Southwestern celebrates Christmas, international community with Taste of the Nations
Almost 300 students, faculty, and family of Southwestern Baptist Theological Seminary gathered Nov. 19, to celebrate the upcoming Christmas holidays and the international community during the Taste of the Nations: Christmas Edition, and on a scale that had not been seen since before 2020.
Chandler Snyder, vice president for institutional relations, said he was glad the event had returned to the campus, but this time with “a Christmas flare,” as the event had traditionally been held near the beginning of the semester.
“This event, led by our international student service teams, in partnership with our international student organizations, is a wonderful event on the campus that reflects the globally engaged value that we hope to constantly hold on to at Southwestern Baptist Theological Seminary,” Snyder said at the opening of the event.
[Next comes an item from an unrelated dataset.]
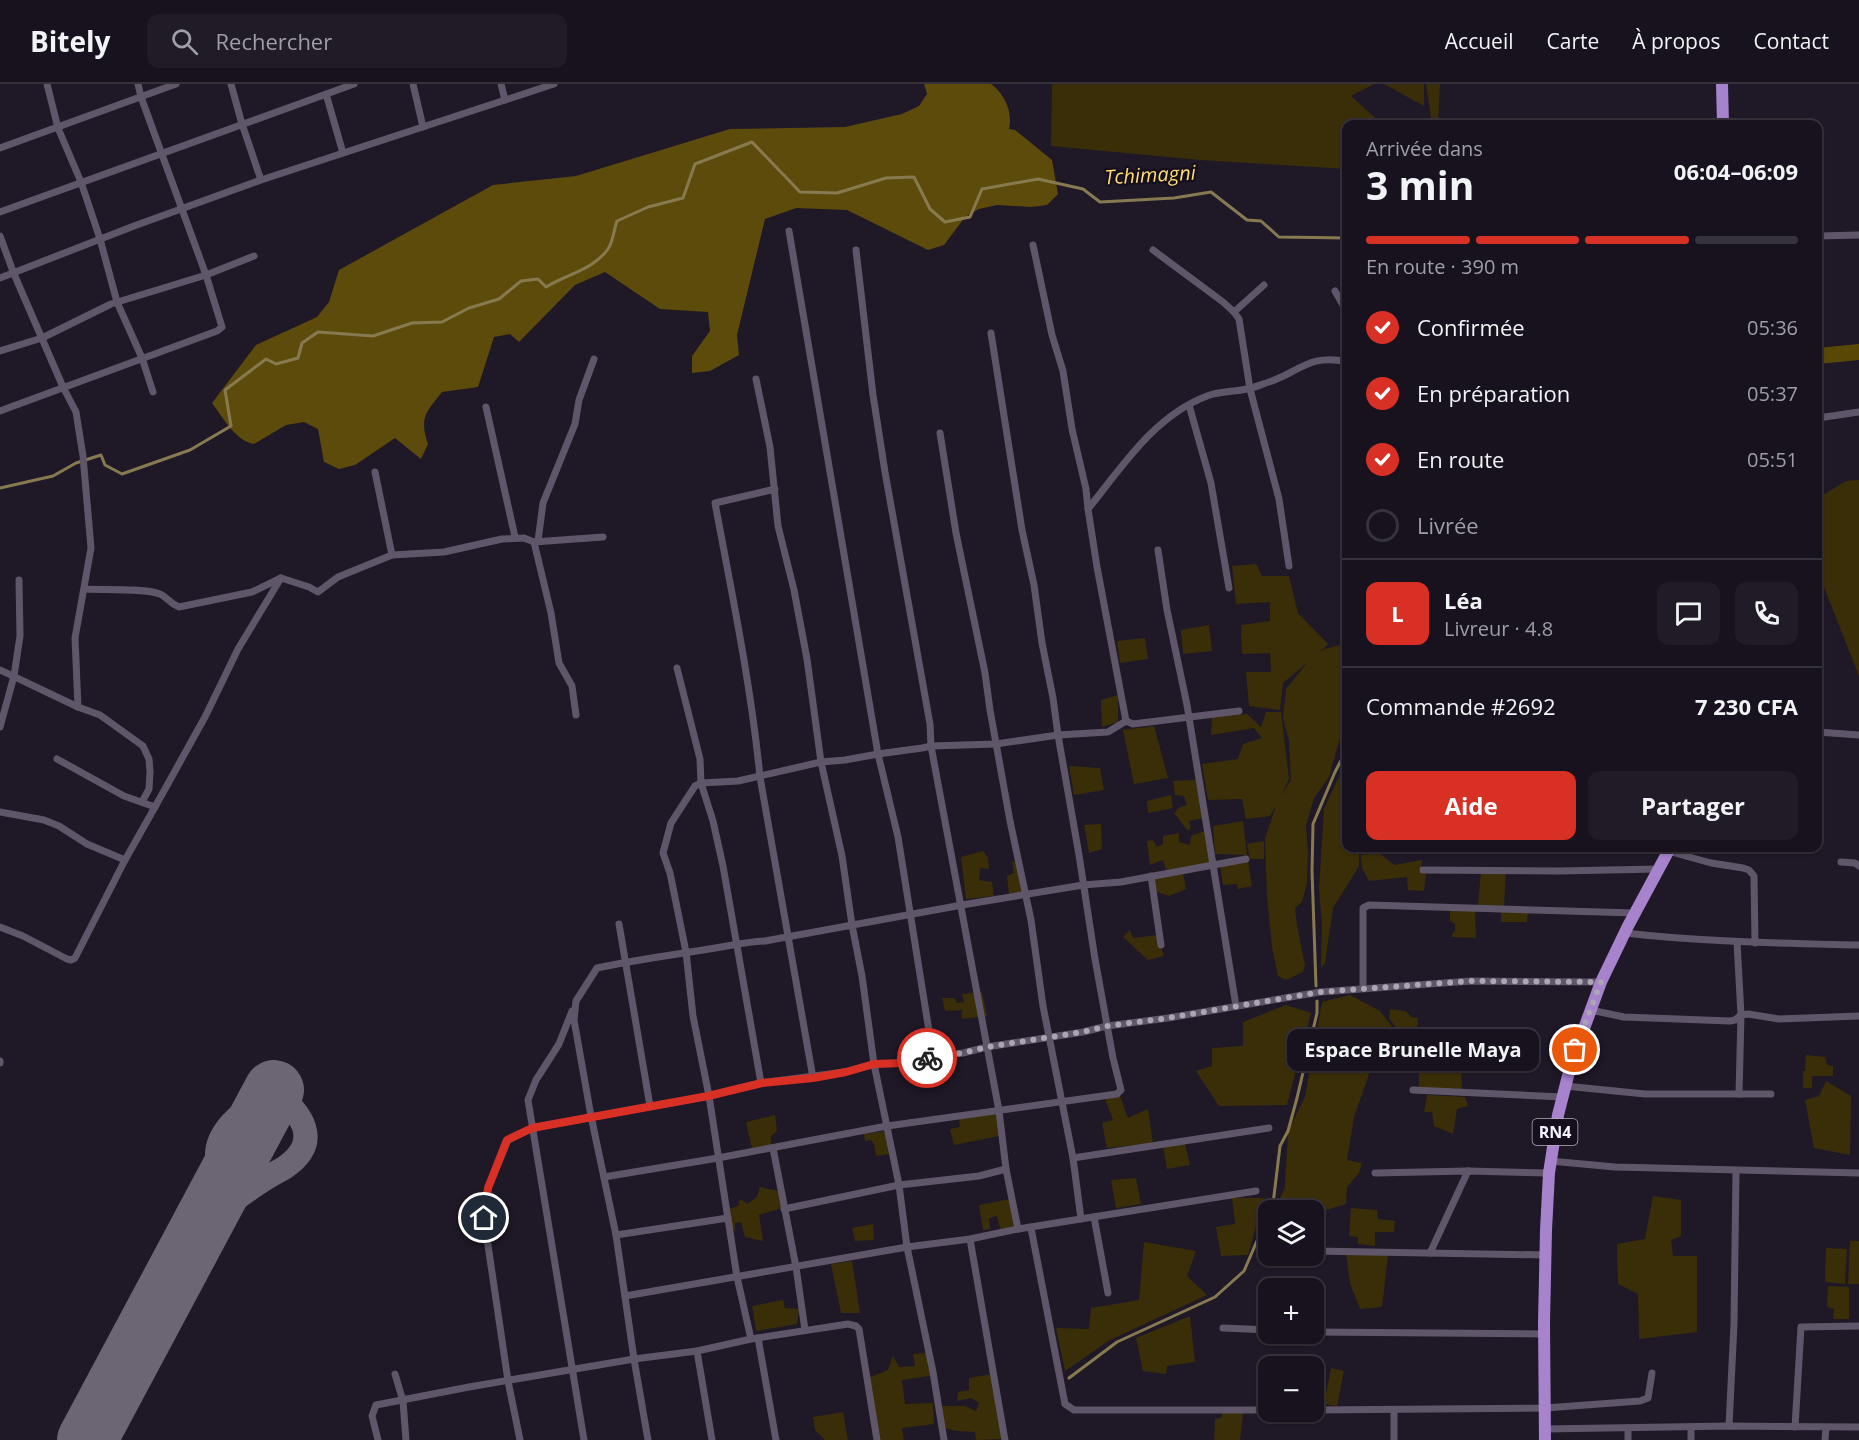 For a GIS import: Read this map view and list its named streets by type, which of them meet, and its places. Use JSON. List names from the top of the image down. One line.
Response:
{"streets":{"highway":["RN4"]},"water":["Tchimagni"],"places":["Espace Brunelle Maya"],"page":{"header":"Bitely","search":"Rechercher","nav":["Accueil","Carte","À propos","Contact"],"heading":["3 min","Arrivée dans","06:04–06:09"],"panel":["Léa","Livreur · 4.8","Commande #2692","7 230 CFA"],"bar":"En route · 390 m","list":[["Confirmée","05:36"],["En préparation","05:37"],["En route","05:51"],"Livrée"],"round":"L","buttons":["Aide","Partager"],"bubble":"Espace Brunelle Maya","map_buttons":["+","−"]}} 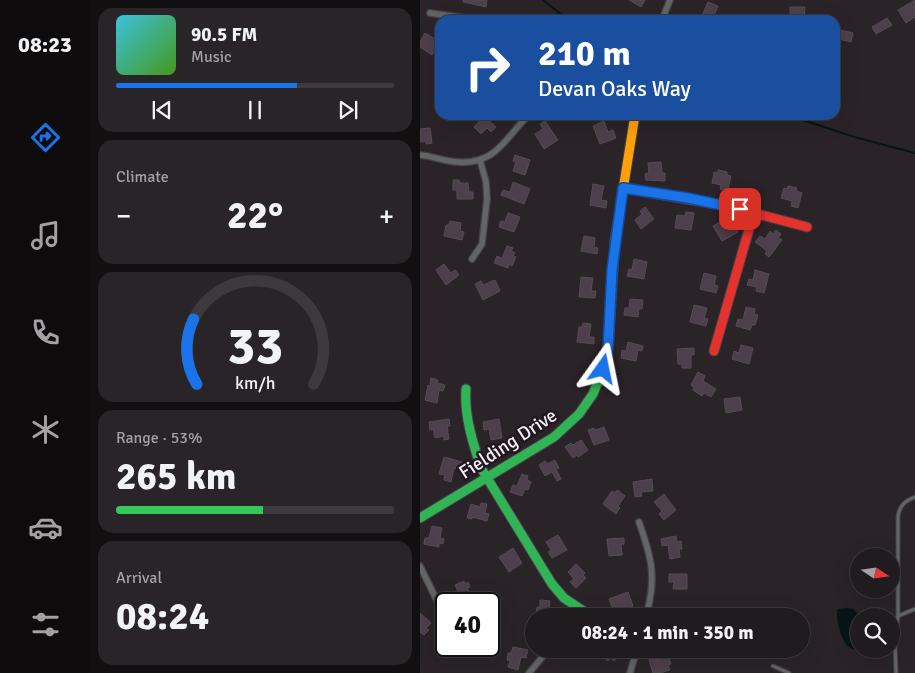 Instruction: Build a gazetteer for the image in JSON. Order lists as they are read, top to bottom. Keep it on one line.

Snyder also took time to pray for the international students specifically, as many are learning in second and even third languages, praying that the Lord would “encourage their hearts, give their minds rest each evening, let them reflect on what you’re teaching them and how they can contextualize it for the places that you’re calling them to go.”
Stephanie Litton, director of International Student Services, said many students on campus still remember the international event that was held annually prior to the Covid pandemic, and was often the largest student event on campus with hundreds of the Southwestern community attending. In the fall of 2023, the Taste of the Nations event was brought back on a smaller scale in conjunction with Global Missions Week. But this year, Litton said they decided to make the international event a celebration of Christmas as well, and the interest from the international community, including some of the faculty wives, quickly led to the event having more participants than was first expected.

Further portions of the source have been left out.